This strength of plotting is not always matched by the quality of Matthews’s prose, however, which tends to tell rather than show. Walt, for instance, completes Miriam’s final sculpture, which might invite interpretation as a small yet triumphant act in the long and lonely process of learning to live without one’s life partner. But when Matthews describes the work of art as “pleasing relief from the ache of his grief,” she renders Walt’s actions transparent, thus shutting down different understandings of his personality. Similarly, “Unfolding Recipes” is replete with unsettling images that forcefully convey the narrator’s traumatic childhood — flecks of dirt from her father’s clothing, a drop of blood in her mother’s pancake batter — such that the line “My parents put me in a tough place for a child,” delivered near the story’s end, feels unnecessary.

One notable exception to this tendency is found in “Wet Nurse,” which features Beth and a group of friends known as the Vixens.
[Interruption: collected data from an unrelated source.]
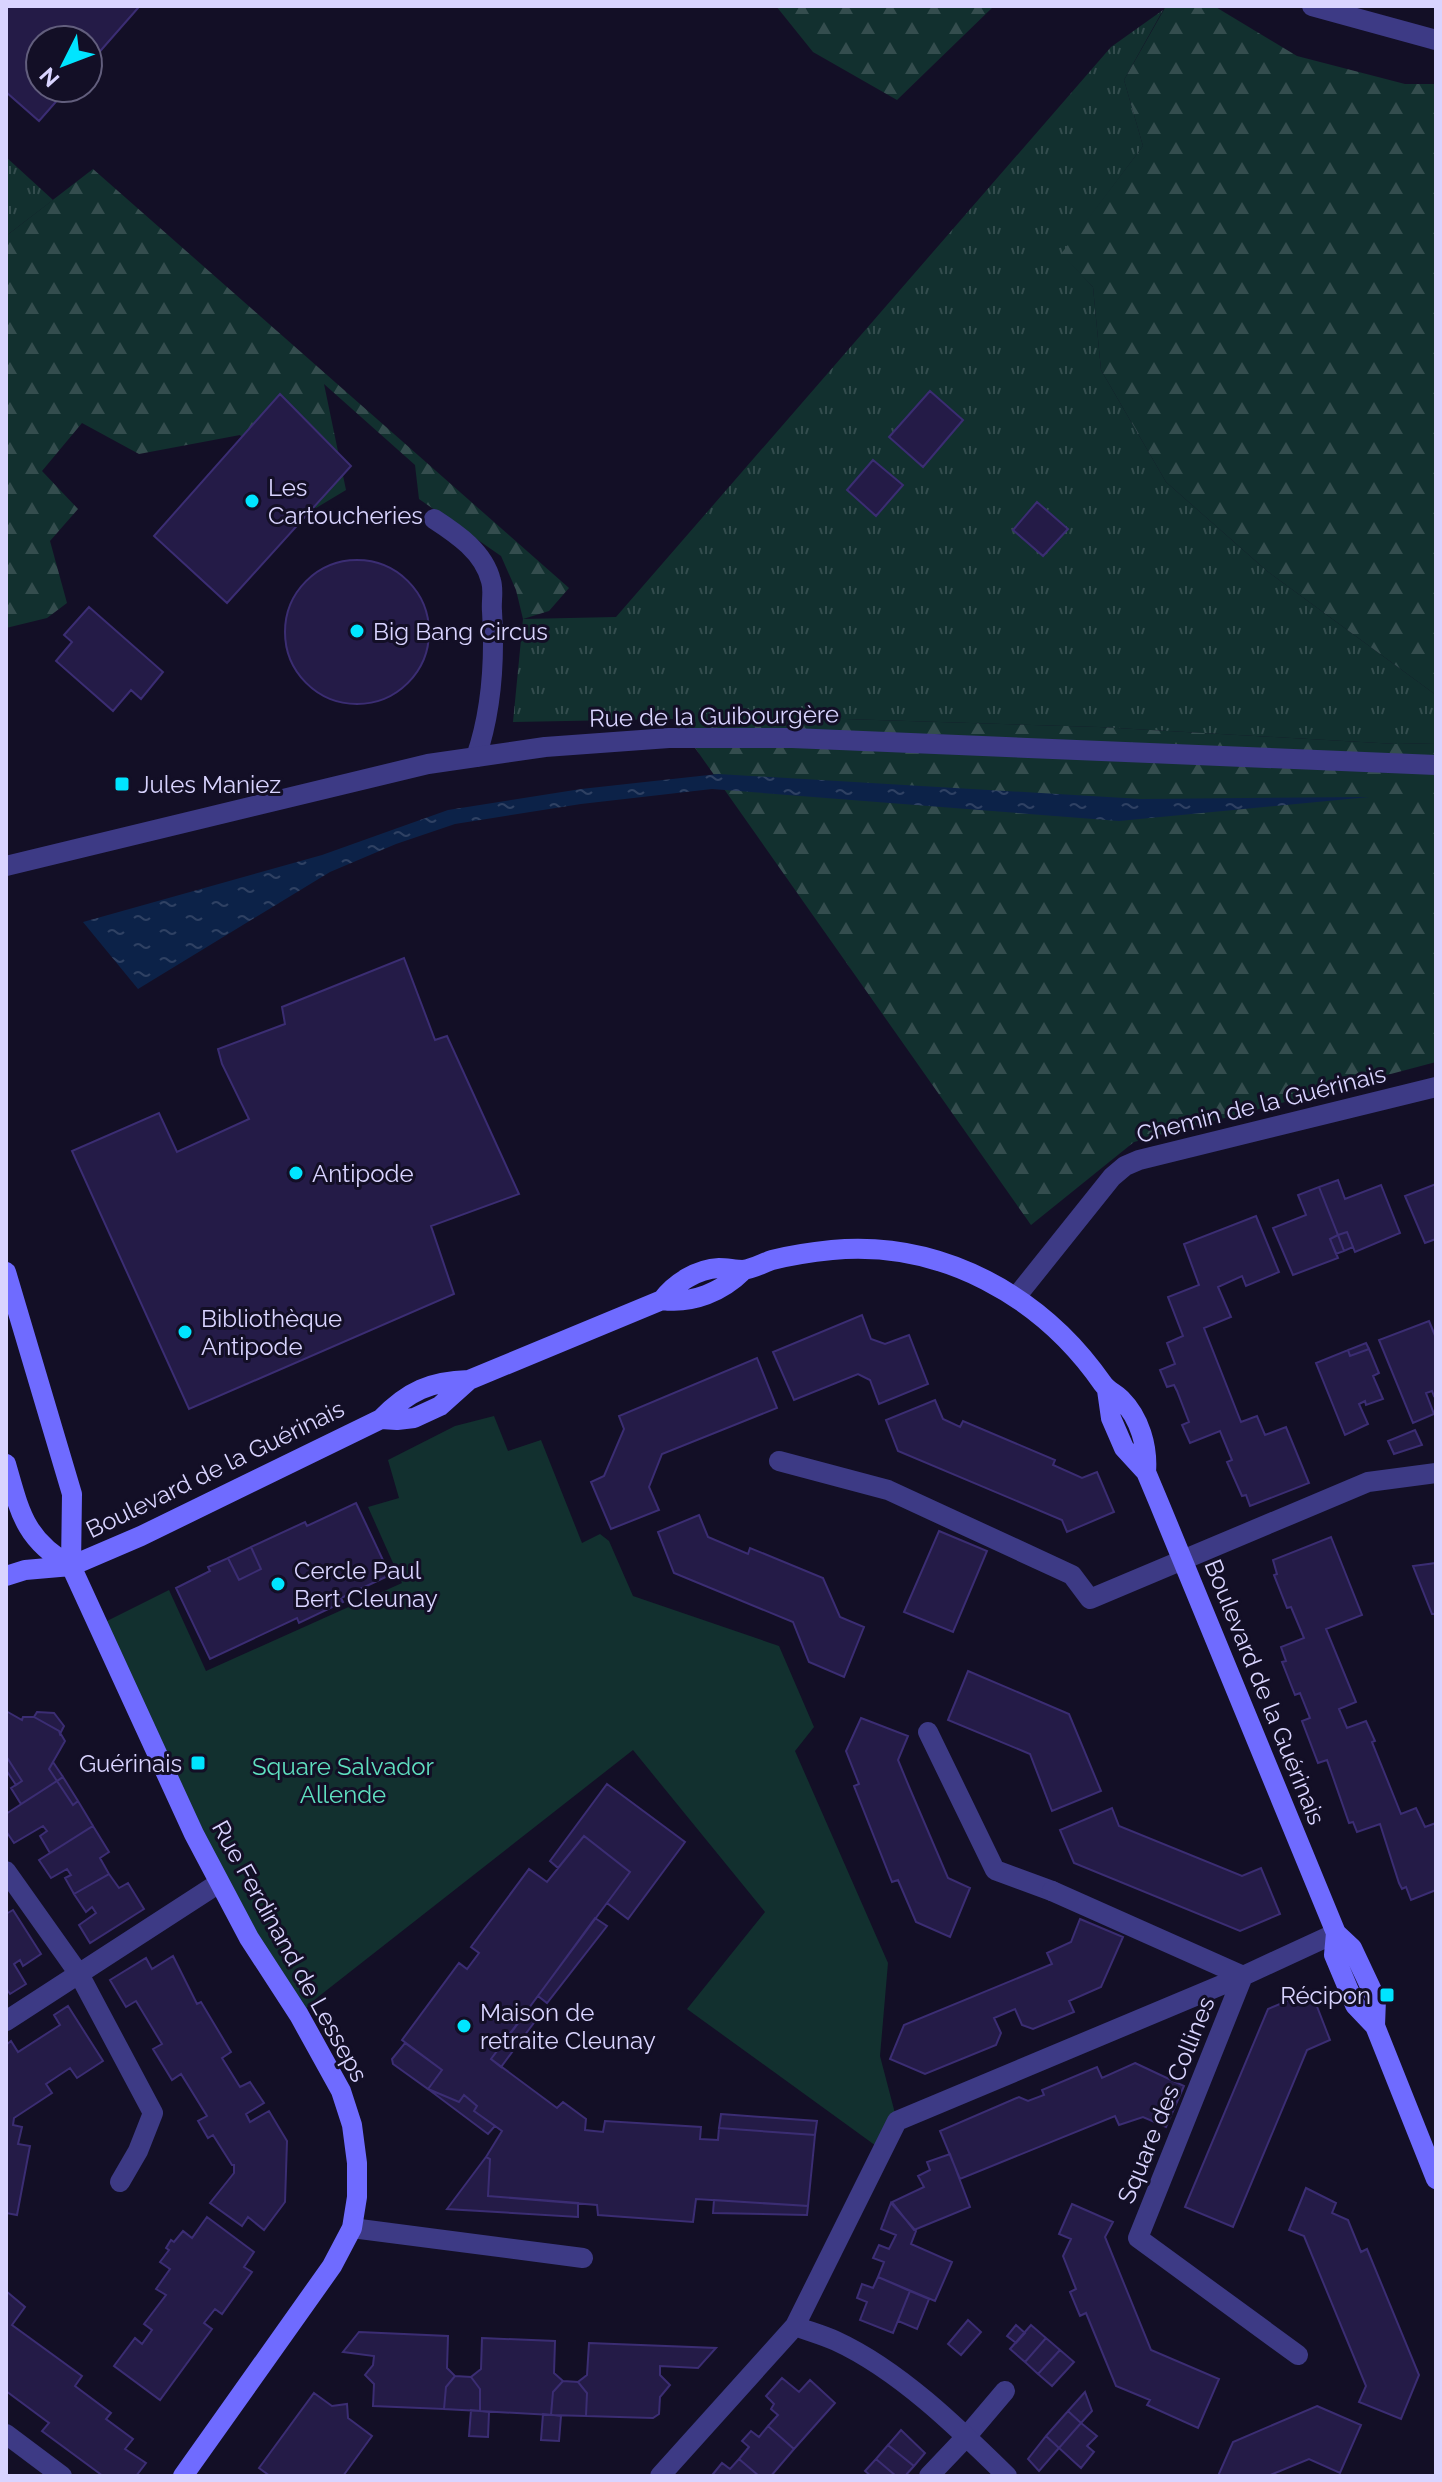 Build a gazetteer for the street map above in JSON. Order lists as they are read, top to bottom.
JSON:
{
  "streets": {
    "street": [
      "Rue de la Guibourgère",
      "Chemin de la Guérinais",
      "Boulevard de la Guérinais",
      "Rue Ferdinand de Lesseps",
      "Square des Collines"
    ]
  },
  "crossings": [
    ["Chemin de la Guérinais", "Boulevard de la Guérinais"],
    ["Boulevard de la Guérinais", "Rue Ferdinand de Lesseps"],
    ["Boulevard de la Guérinais", "Square des Collines"]
  ],
  "parks": ["Square Salvador Allende"],
  "places": {
    "other": [
      "Les Cartoucheries",
      "Big Bang Circus",
      "Antipode",
      "Bibliothèque Antipode",
      "Cercle Paul Bert Cleunay",
      "Maison de retraite Cleunay"
    ],
    "transit": ["Jules Maniez", "Guérinais", "Récipon"]
  },
  "north": "bottom left"
} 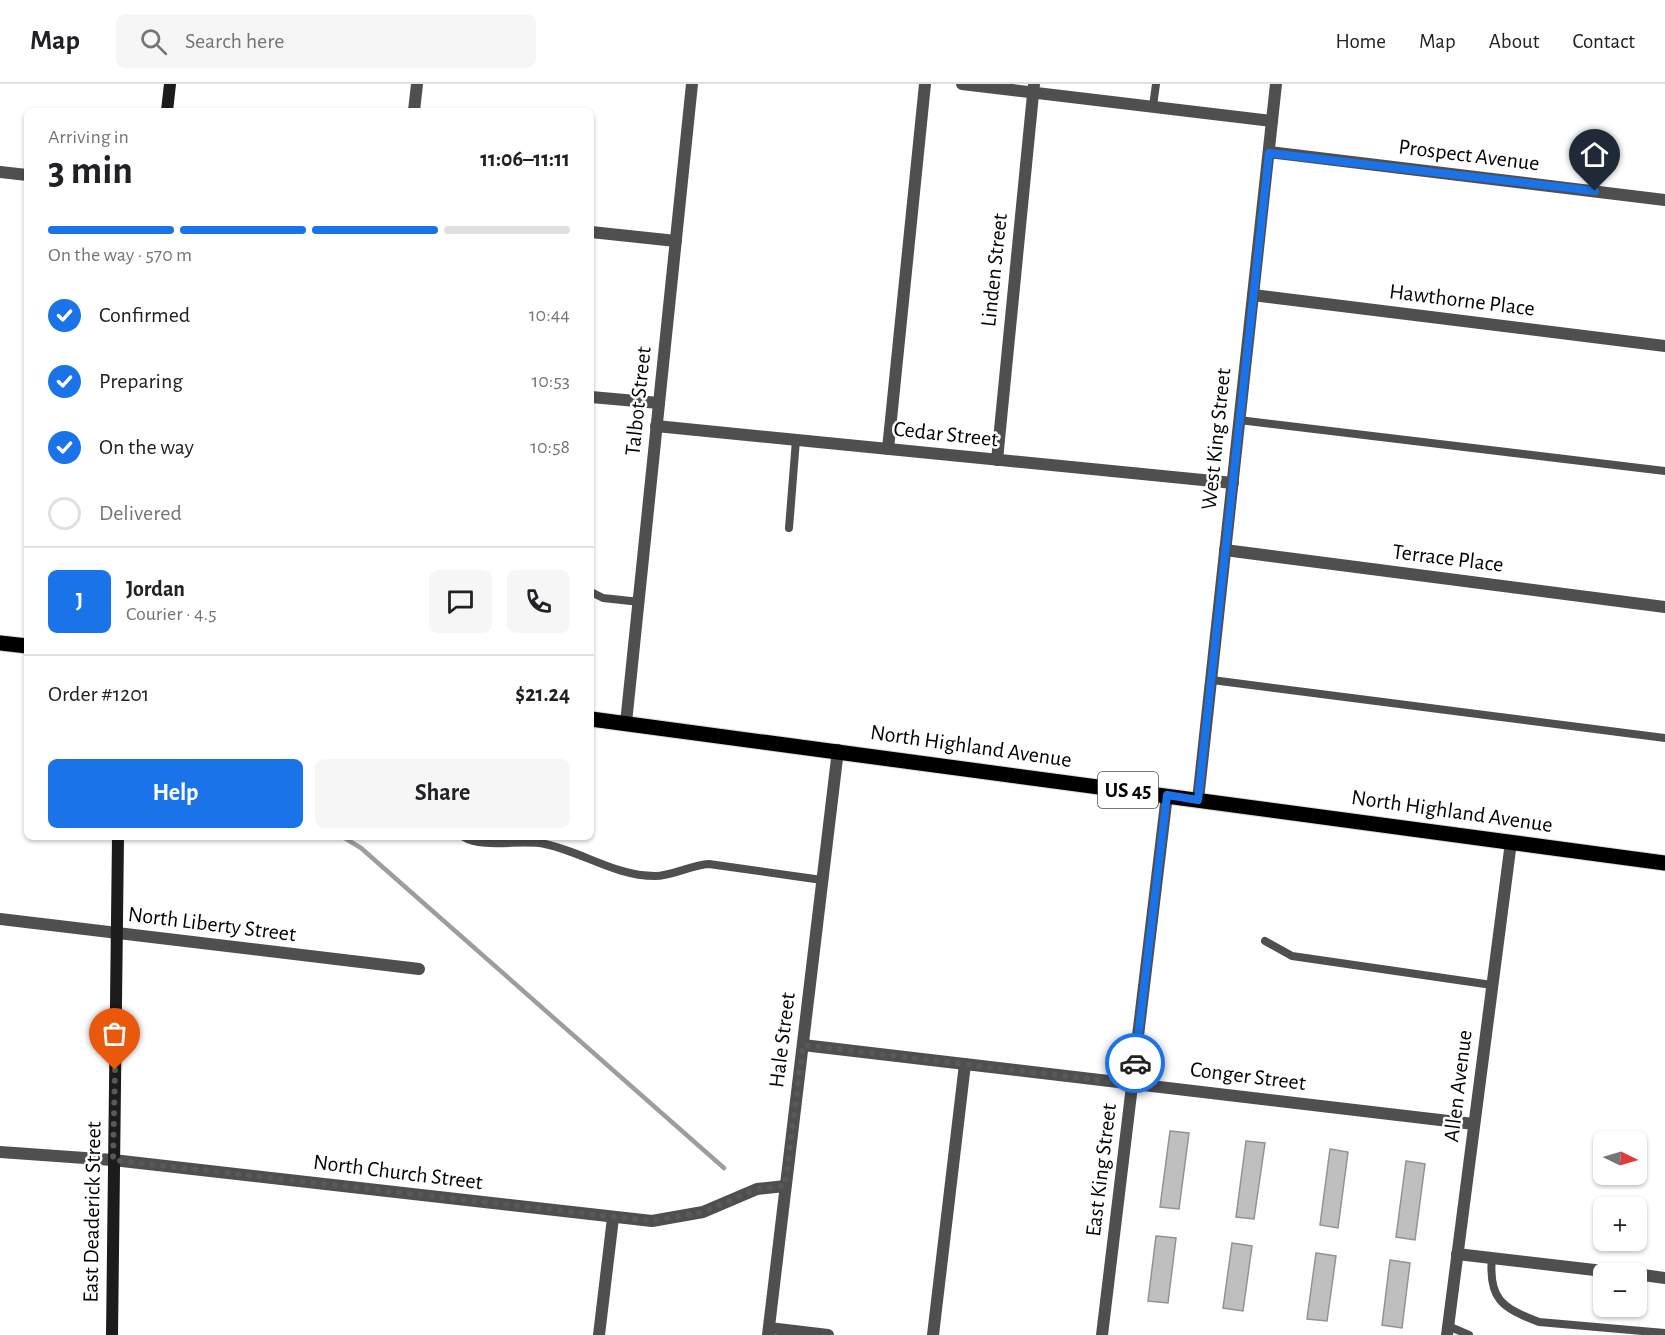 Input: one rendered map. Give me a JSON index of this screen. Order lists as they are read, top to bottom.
{
  "streets": {
    "main road": ["North Highland Avenue", "US 45"],
    "street": [
      "Prospect Avenue",
      "Linden Street",
      "Hawthorne Place",
      "Talbot Street",
      "Cedar Street",
      "West King Street",
      "Terrace Place",
      "North Liberty Street",
      "Hale Street",
      "Conger Street",
      "Allen Avenue",
      "East King Street",
      "North Church Street",
      "East Deaderick Street"
    ]
  },
  "crossings": [
    ["Prospect Avenue", "West King Street"],
    ["Linden Street", "Cedar Street"],
    ["Hawthorne Place", "West King Street"],
    ["Talbot Street", "Cedar Street"],
    ["Talbot Street", "North Highland Avenue"],
    ["Cedar Street", "West King Street"],
    ["West King Street", "Terrace Place"],
    ["West King Street", "North Highland Avenue"],
    ["North Highland Avenue", "Hale Street"],
    ["North Highland Avenue", "Allen Avenue"],
    ["North Highland Avenue", "East King Street"],
    ["North Liberty Street", "East Deaderick Street"],
    ["Hale Street", "Conger Street"],
    ["Hale Street", "North Church Street"],
    ["Conger Street", "Allen Avenue"],
    ["Conger Street", "East King Street"],
    ["North Church Street", "East Deaderick Street"]
  ],
  "north": "right",
  "page": {
    "header": "Map",
    "search": "Search here",
    "nav": [
      "Home",
      "Map",
      "About",
      "Contact"
    ],
    "heading": ["3 min", "Arriving in", "11:06–11:11"],
    "panel": [
      "Jordan",
      "Courier · 4.5",
      "Order #1201",
      "$21.24"
    ],
    "bar": "On the way · 570 m",
    "list": [
      ["Confirmed", "10:44"],
      ["Preparing", "10:53"],
      ["On the way", "10:58"],
      "Delivered"
    ],
    "round": "J",
    "buttons": ["Help", "Share"],
    "map_buttons": ["+", "−"]
  }
}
During a drunken game of Truth or Dare, at their regular Friday night gathering, Beth confesses that she once breast-fed her infant nephew. The friends are shocked and horrified, leaving Beth embarrassed. So far, so Matthews: woman desires human connection; reveals a secret to achieve it; is alienated and left alone as reward. But she then turns this dynamic on its head.

“There were things Beth had not told the Vixens, let alone revealed to her real sister,” we learn. Eventually, she returns to the group to finish her story, leaving these same friends “mesmerized” by what she had shared — and claiming control through the knowledge of what she continues to withhold. The conceit works because information is also kept from the reader. What does Beth want here? Sexual pleasure? Maternal connection? Power over her peers? It’s not clear, and this ambiguity means “Wet Nurse” is the strongest — if the strangest — piece in the collection.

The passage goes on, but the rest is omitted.